▸ **Information provided**:
◇ ◇ ◇ ◇ ◇ ◇ ◇

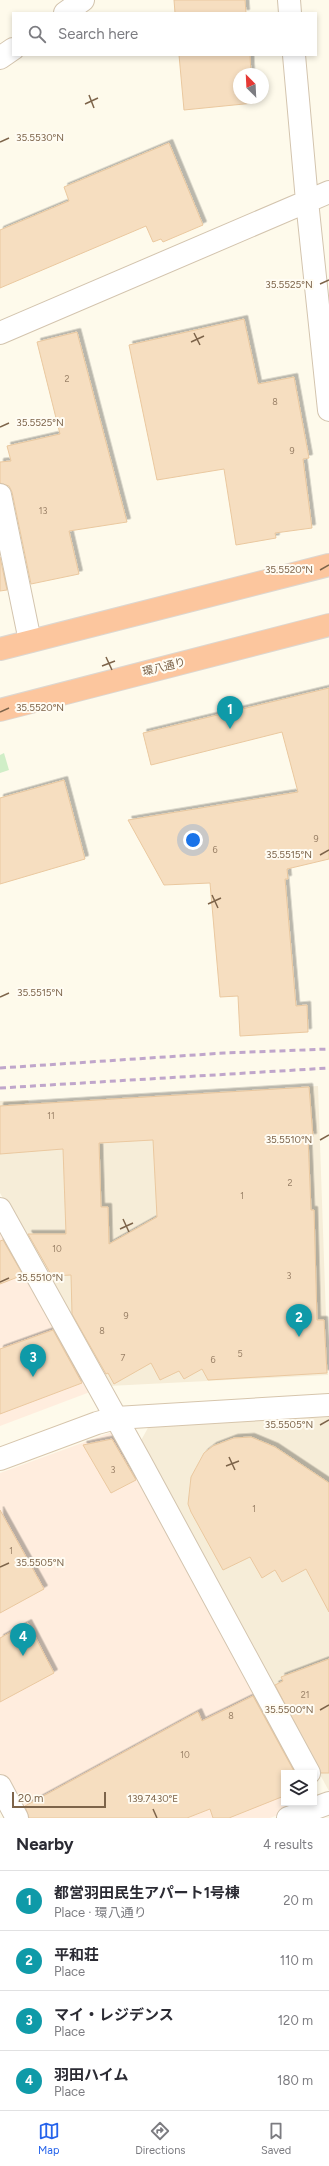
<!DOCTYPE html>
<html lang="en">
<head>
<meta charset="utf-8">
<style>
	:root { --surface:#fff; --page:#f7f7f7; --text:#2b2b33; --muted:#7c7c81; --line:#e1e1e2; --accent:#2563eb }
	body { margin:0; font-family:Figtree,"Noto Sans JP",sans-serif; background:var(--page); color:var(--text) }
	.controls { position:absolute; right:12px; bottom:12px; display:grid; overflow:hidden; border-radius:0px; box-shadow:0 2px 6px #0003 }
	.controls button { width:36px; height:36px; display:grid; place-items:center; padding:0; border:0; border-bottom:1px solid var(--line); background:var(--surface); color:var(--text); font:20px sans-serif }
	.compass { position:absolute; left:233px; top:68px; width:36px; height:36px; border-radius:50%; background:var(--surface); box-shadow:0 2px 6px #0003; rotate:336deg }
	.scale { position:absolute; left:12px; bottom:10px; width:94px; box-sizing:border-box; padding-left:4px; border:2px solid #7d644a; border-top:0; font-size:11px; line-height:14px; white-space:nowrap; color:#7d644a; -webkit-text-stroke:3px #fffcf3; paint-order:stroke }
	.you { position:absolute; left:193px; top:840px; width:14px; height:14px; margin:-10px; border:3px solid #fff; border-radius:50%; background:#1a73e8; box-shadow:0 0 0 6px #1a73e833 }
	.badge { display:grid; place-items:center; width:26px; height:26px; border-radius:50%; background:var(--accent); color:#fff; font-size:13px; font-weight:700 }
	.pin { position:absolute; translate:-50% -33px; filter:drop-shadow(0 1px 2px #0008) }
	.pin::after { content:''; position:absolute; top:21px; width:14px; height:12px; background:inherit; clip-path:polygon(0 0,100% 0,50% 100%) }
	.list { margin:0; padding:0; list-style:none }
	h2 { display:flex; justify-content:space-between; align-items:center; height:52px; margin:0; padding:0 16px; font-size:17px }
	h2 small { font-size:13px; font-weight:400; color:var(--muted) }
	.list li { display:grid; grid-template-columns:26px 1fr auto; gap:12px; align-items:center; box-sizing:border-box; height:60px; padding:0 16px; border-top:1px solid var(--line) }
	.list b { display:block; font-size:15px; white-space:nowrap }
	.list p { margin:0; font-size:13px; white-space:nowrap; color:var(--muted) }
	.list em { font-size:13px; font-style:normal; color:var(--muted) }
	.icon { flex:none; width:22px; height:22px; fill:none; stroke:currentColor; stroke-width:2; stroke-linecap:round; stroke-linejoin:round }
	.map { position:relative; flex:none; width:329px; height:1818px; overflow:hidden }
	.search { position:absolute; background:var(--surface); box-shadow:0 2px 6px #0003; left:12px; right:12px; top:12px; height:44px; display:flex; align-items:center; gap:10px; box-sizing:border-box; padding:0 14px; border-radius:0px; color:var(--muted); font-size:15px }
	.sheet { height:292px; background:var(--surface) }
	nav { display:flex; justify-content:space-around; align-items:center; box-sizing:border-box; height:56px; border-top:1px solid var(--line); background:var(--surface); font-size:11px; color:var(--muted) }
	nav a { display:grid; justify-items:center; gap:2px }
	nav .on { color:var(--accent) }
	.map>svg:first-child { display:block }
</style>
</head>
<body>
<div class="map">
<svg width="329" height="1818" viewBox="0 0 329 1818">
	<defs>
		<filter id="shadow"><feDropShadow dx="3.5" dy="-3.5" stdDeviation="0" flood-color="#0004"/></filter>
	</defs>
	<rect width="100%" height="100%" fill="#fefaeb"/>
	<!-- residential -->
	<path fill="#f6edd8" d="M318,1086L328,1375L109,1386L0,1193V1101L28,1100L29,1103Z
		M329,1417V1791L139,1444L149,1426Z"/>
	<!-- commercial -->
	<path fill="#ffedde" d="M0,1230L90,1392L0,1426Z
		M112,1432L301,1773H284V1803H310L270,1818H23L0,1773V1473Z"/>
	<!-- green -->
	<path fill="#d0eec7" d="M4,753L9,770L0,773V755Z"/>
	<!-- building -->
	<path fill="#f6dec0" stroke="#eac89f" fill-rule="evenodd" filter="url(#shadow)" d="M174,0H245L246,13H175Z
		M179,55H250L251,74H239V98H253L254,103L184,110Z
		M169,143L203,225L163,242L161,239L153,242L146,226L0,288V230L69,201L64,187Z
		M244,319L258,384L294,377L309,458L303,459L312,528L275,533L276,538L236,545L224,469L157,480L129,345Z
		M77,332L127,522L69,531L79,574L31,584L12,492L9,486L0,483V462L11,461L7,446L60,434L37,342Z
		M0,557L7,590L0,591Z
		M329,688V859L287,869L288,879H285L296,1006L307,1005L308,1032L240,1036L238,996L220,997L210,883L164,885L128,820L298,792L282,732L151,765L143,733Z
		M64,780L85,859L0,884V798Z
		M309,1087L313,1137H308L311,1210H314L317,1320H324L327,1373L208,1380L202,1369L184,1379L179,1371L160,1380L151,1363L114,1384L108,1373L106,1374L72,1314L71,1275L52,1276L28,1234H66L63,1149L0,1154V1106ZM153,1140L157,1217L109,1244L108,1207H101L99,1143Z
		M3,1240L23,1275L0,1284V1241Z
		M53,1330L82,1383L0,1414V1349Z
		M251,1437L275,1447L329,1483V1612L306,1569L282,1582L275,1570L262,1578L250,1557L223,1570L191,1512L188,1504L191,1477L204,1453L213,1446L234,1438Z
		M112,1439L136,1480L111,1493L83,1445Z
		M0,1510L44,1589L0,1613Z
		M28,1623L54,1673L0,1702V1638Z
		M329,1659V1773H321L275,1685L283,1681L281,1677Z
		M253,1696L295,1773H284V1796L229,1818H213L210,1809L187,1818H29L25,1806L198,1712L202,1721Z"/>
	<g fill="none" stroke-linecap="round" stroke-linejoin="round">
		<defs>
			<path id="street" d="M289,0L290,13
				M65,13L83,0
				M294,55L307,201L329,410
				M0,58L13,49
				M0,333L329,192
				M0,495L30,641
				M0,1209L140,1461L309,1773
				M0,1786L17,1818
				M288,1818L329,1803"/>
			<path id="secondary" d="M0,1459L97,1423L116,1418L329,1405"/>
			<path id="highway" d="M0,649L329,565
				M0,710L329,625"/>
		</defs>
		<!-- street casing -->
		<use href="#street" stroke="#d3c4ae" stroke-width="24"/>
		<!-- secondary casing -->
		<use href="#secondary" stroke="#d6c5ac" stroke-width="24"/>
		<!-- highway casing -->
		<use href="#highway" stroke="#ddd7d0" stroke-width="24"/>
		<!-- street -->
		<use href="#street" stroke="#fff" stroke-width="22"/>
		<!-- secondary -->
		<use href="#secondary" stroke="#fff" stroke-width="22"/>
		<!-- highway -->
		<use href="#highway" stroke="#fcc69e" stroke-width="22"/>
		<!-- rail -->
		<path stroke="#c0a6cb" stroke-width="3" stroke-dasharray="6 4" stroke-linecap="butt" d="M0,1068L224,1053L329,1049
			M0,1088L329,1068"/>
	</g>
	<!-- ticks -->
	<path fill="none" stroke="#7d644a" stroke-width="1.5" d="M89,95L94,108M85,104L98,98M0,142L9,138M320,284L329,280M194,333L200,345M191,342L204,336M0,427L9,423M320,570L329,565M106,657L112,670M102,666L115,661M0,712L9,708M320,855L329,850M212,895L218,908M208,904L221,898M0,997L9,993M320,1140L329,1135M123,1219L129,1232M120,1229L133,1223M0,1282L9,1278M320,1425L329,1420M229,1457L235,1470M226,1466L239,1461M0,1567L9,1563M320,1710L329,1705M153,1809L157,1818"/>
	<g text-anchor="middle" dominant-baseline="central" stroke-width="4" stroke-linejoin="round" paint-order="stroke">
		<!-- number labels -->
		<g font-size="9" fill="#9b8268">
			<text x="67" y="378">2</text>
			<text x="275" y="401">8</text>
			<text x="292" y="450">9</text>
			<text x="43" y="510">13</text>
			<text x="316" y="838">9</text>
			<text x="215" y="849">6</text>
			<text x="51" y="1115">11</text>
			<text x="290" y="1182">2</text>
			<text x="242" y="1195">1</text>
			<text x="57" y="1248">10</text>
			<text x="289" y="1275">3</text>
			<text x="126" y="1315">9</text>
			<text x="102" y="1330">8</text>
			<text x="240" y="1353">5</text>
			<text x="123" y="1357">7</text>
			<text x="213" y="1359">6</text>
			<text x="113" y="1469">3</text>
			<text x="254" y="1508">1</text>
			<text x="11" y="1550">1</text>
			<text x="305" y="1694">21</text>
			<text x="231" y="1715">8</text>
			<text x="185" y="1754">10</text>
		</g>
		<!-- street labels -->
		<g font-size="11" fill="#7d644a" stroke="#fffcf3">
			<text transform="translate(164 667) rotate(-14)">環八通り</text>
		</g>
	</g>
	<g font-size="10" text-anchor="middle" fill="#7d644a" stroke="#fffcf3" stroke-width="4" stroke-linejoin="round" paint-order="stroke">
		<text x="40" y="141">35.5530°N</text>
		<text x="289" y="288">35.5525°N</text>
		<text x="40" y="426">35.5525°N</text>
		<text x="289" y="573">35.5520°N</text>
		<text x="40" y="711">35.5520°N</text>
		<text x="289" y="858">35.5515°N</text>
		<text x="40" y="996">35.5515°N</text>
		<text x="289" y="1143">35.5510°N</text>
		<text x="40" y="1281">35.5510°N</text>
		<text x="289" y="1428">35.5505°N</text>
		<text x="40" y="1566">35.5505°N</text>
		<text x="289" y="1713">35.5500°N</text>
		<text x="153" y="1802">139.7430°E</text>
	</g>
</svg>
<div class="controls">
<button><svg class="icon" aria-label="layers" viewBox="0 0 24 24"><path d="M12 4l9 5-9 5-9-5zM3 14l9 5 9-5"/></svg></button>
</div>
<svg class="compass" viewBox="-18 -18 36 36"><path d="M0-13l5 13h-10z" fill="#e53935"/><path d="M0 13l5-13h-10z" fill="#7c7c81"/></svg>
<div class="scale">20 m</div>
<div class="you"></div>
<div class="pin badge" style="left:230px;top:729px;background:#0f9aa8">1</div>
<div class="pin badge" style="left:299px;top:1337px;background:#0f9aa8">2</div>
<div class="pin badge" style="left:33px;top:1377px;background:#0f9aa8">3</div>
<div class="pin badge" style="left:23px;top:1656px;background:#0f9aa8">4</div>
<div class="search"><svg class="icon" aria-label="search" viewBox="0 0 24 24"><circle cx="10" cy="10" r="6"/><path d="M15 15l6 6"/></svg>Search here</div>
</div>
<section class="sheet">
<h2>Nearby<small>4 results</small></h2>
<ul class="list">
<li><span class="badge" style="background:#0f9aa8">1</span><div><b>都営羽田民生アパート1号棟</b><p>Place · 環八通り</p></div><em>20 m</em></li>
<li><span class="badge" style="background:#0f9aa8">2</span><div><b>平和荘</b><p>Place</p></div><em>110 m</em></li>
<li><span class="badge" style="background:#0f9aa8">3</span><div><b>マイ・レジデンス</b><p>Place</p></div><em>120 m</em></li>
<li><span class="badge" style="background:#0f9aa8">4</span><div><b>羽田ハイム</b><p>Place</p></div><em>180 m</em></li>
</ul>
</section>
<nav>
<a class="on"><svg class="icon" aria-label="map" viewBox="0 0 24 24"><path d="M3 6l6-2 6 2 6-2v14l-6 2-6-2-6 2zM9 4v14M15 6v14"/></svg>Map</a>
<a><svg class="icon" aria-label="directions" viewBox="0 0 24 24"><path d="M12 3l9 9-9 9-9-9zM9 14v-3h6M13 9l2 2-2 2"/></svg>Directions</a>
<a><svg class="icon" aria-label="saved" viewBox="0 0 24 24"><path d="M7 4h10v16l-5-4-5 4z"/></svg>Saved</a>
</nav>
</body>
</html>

◇ ◇ ◇ ◇ ◇ ◇ ◇

▸ **Goal of the exercise**: Take the entries above and return only the lines from the one with "position:absolute; left:193px; top:840px;" to the one with "margin:0; padding:0; list-style:none", both included, unchanged.

▸ **Answer to this exercise**:
	.you { position:absolute; left:193px; top:840px; width:14px; height:14px; margin:-10px; border:3px solid #fff; border-radius:50%; background:#1a73e8; box-shadow:0 0 0 6px #1a73e833 }
	.badge { display:grid; place-items:center; width:26px; height:26px; border-radius:50%; background:var(--accent); color:#fff; font-size:13px; font-weight:700 }
	.pin { position:absolute; translate:-50% -33px; filter:drop-shadow(0 1px 2px #0008) }
	.pin::after { content:''; position:absolute; top:21px; width:14px; height:12px; background:inherit; clip-path:polygon(0 0,100% 0,50% 100%) }
	.list { margin:0; padding:0; list-style:none }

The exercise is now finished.